C’est un projet que j’ai commencé en 2012 et qui est parti d’un ressenti sur les bouleversements qui secouaient mon pays : un sentiment de familiarité mais aussi d’étrange. J’y retourne deux fois par an et à l’époque, j’observai avec un certain recul les nombreux changements qui s’opéraient. Notamment du côté des jeunes Tunisiens. Ce sont eux qui ont fait la révolution, qui ont manifesté, qui ont fait circuler des vidéos sur les réseaux sociaux… [ndlr : le 17 décembre 2010, la ville tunisienne de Sidi Bouzid est le théâtre d’affrontements violents entre la police et la population ; c’est le début du Printemps arabe]. Or j’ai le sentiment qu’ils sont les perdants de cette révolution, et j’ai donc voulu m’intéresser à eux.

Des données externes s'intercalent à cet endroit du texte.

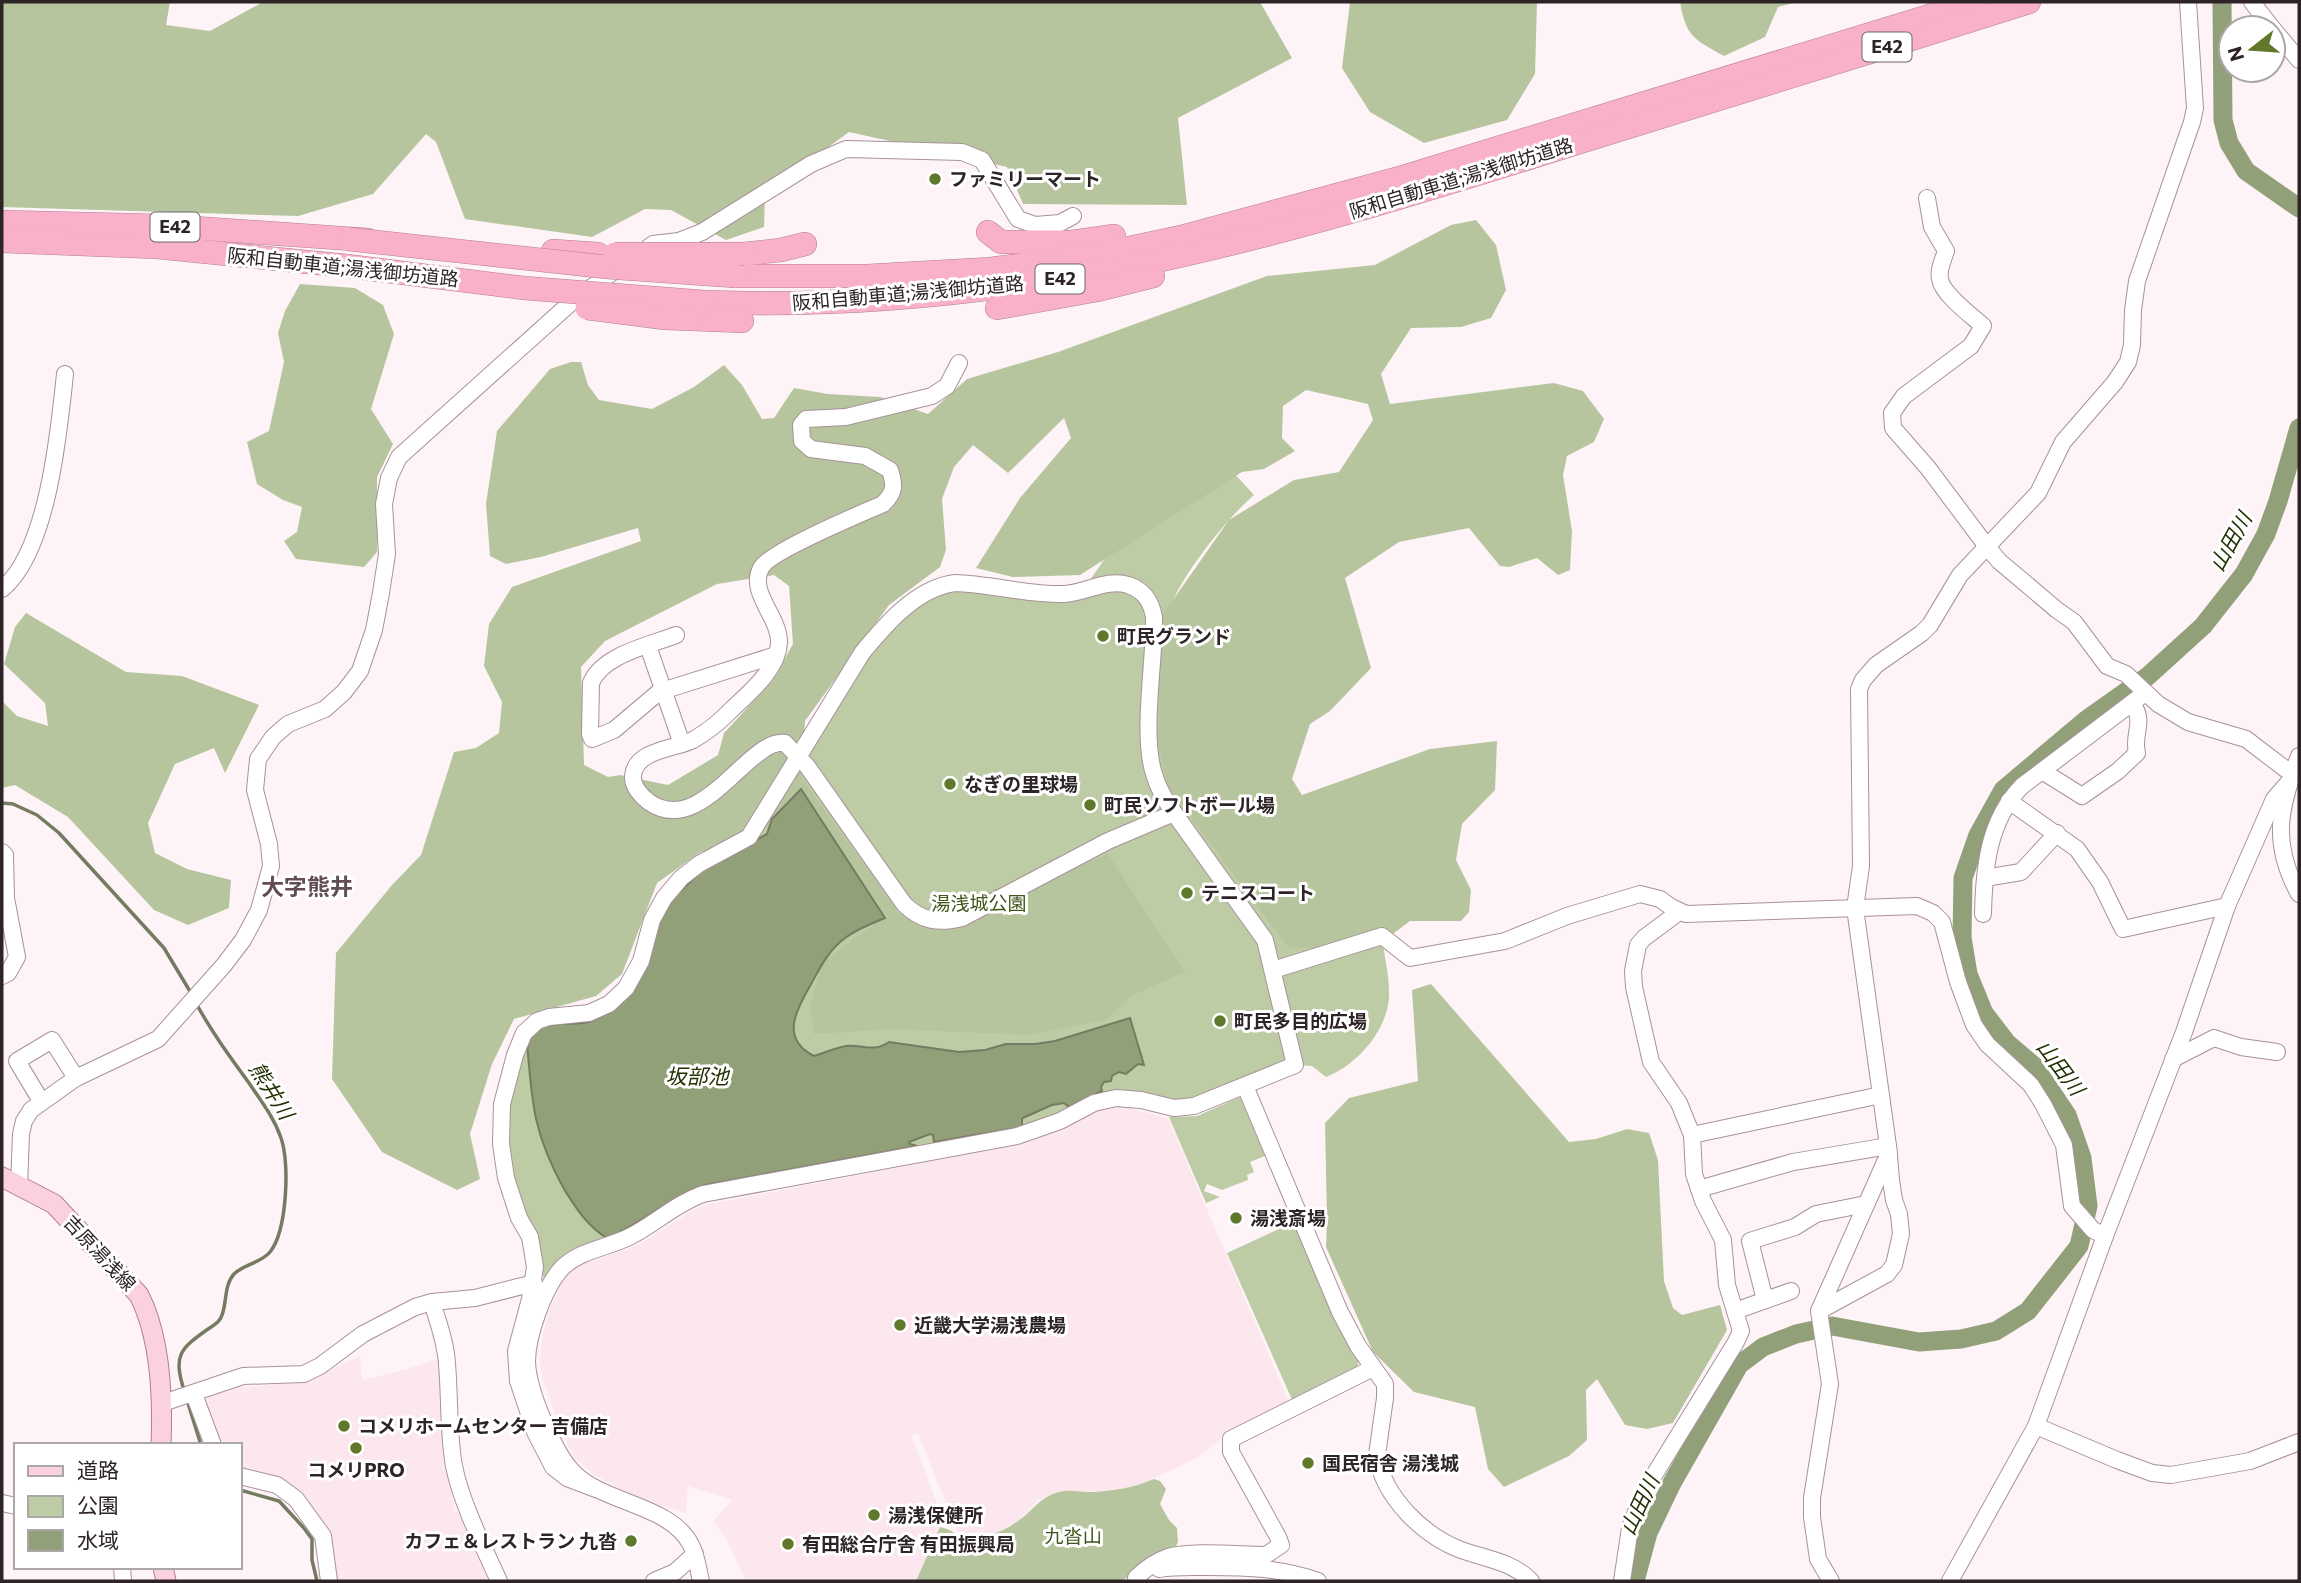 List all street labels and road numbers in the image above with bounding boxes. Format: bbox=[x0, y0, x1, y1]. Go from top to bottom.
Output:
road number: E42 bbox=[1862, 32, 1912, 62]
street label: 阪和自動車道;湯浅御坊道路 bbox=[1346, 133, 1575, 223]
road number: E42 bbox=[150, 212, 200, 242]
street label: 阪和自動車道;湯浅御坊道路 bbox=[226, 243, 460, 290]
road number: E42 bbox=[1036, 264, 1084, 293]
street label: 阪和自動車道;湯浅御坊道路 bbox=[791, 271, 1025, 314]
street label: 吉原湯浅線 bbox=[60, 1210, 141, 1295]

Quelle est la situation de ces jeunes en Tunisie ?
Je crois qu’ils subissent cette Histoire qui les dépasse, qui est plus grande qu’eux. Il y a eu un effet boule de neige incontrôlable : la délocalisation des usines, la forte baisse du tourisme, les attentats… La Tunisie, c’est comme la Belgique, c’est un pays pacifiste qui n’a pas l’habitude de ce genre de crises. Les jeunes ont rêvé d’une révolution, ont été très utopistes et aujourd’hui, ils sont blessés dans leur chair en découvrant l’envers du décor. Une révolution, ça peut prendre un siècle ou deux avant de conduire à ce qu’on attend d’elle. Et les jeunes ont du mal à comprendre ça, parce qu’ils n’ont pas 200 ans devant eux ! Ils veulent tout, tout de suite. Ils n’arrivent pas à attendre. Certains quittent le pays pour l’Europe, certains baissent les bras et d’autres font de la contrebande en Libye. C’est le système de la débrouille.
Qu’est-ce que tu as essayé de capturer en eux ?

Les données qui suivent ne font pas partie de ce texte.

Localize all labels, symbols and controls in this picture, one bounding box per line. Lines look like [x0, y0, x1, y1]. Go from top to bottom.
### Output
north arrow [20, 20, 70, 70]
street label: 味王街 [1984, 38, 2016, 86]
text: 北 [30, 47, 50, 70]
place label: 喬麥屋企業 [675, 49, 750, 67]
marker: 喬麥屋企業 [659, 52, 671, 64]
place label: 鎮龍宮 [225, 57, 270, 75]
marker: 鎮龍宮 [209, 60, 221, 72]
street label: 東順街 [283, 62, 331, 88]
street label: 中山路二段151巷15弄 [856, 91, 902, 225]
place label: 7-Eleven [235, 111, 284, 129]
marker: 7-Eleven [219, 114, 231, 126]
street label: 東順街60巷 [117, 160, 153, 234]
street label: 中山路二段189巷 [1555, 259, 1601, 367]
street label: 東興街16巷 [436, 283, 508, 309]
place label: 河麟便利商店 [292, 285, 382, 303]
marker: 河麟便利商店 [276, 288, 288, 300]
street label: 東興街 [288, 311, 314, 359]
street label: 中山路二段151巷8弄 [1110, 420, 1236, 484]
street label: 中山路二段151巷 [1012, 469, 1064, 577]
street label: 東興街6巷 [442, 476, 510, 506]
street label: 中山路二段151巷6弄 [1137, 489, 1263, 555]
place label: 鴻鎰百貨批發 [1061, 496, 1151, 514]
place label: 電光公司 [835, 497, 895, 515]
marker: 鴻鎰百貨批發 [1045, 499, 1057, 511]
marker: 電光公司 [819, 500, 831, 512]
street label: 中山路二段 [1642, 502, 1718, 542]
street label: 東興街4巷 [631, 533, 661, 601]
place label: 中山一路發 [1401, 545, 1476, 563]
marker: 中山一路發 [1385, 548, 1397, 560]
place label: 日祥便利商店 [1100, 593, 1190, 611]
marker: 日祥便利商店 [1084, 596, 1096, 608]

Leur univers personnel, intime. J’ai essayé de saisir leur fragilité et ce sentiment d’instabilité. Ils sont entre deux eaux en fait – d’où le titre du projet. Ils sont inquiets et dans un état d’attente tendu. Mais ils restent toujours très dignes. Je ne sais pas si tu as remarqué, mais sur les photos, ils ont la tête haute et le regard franc. C’est peut-être ça le problème de mon pays d’ailleurs… Nous les Tunisiens sommes un peu trop orgueilleux je pense. C’est l’un des pays du Maghreb avec le plus bas taux d’illettrisme. En Tunisie, tout le monde va à l’école ou l’université. Nous sommes fiers de notre éducation et peut-être un peu trop.
Comment ont-ils reçu ta proposition ? Quelle était leur réaction face à l’appareil photo ?

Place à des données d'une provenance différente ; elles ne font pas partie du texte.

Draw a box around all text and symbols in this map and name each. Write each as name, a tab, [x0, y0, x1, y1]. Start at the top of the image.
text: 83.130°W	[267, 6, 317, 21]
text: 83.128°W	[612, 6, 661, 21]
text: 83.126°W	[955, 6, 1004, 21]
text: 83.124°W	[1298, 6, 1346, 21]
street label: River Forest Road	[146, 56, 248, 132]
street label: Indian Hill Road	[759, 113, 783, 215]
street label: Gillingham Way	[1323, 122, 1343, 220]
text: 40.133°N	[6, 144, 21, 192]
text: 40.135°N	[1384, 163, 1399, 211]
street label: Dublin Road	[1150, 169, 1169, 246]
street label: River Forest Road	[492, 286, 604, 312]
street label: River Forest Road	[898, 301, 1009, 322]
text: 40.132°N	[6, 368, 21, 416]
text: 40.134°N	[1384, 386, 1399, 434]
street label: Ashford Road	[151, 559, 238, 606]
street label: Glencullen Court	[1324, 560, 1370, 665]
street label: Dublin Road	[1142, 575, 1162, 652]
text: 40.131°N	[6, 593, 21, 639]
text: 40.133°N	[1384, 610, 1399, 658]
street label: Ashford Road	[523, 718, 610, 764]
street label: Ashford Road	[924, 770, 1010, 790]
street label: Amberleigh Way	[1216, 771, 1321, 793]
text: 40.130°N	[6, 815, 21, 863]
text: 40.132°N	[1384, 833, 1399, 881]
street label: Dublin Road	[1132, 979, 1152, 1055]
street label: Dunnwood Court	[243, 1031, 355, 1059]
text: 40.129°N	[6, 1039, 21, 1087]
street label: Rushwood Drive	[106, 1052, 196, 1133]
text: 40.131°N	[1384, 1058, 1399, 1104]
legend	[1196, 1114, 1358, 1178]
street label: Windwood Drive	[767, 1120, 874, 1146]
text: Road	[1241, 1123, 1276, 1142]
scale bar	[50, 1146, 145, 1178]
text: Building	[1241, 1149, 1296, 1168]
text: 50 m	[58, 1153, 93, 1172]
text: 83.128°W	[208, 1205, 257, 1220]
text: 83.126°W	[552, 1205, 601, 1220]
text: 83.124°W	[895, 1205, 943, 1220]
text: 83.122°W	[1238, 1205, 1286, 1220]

Il y a eu des discussions assez longues. C’est une génération que je connais mal car ils ont 16, 18 ans de moins que moi. Certains ne voulaient même pas entendre parler de photo – parce que pour eux, ça n’avait pas d’intérêt ni d’impact sur la situation. Il y avait aussi une réticence : ils avaient peur que les images soient publiées sur Facebook, dans les journaux tunisiens. Ils ne voulaient pas être affichés. Les Tunisiens sont très paranos par rapport à l’image. Mais petit à petit, la confiance entre eux et moi s’est installée. Ça pouvait prendre quelques semaines à quelques mois. Rentrer dans leur chambre, ça a été le plus difficile. Il ne fallait pas brusquer leur pudeur et il fallait aussi l’accord des parents.
Les photos prises de nuit, c’était aussi une facilité ?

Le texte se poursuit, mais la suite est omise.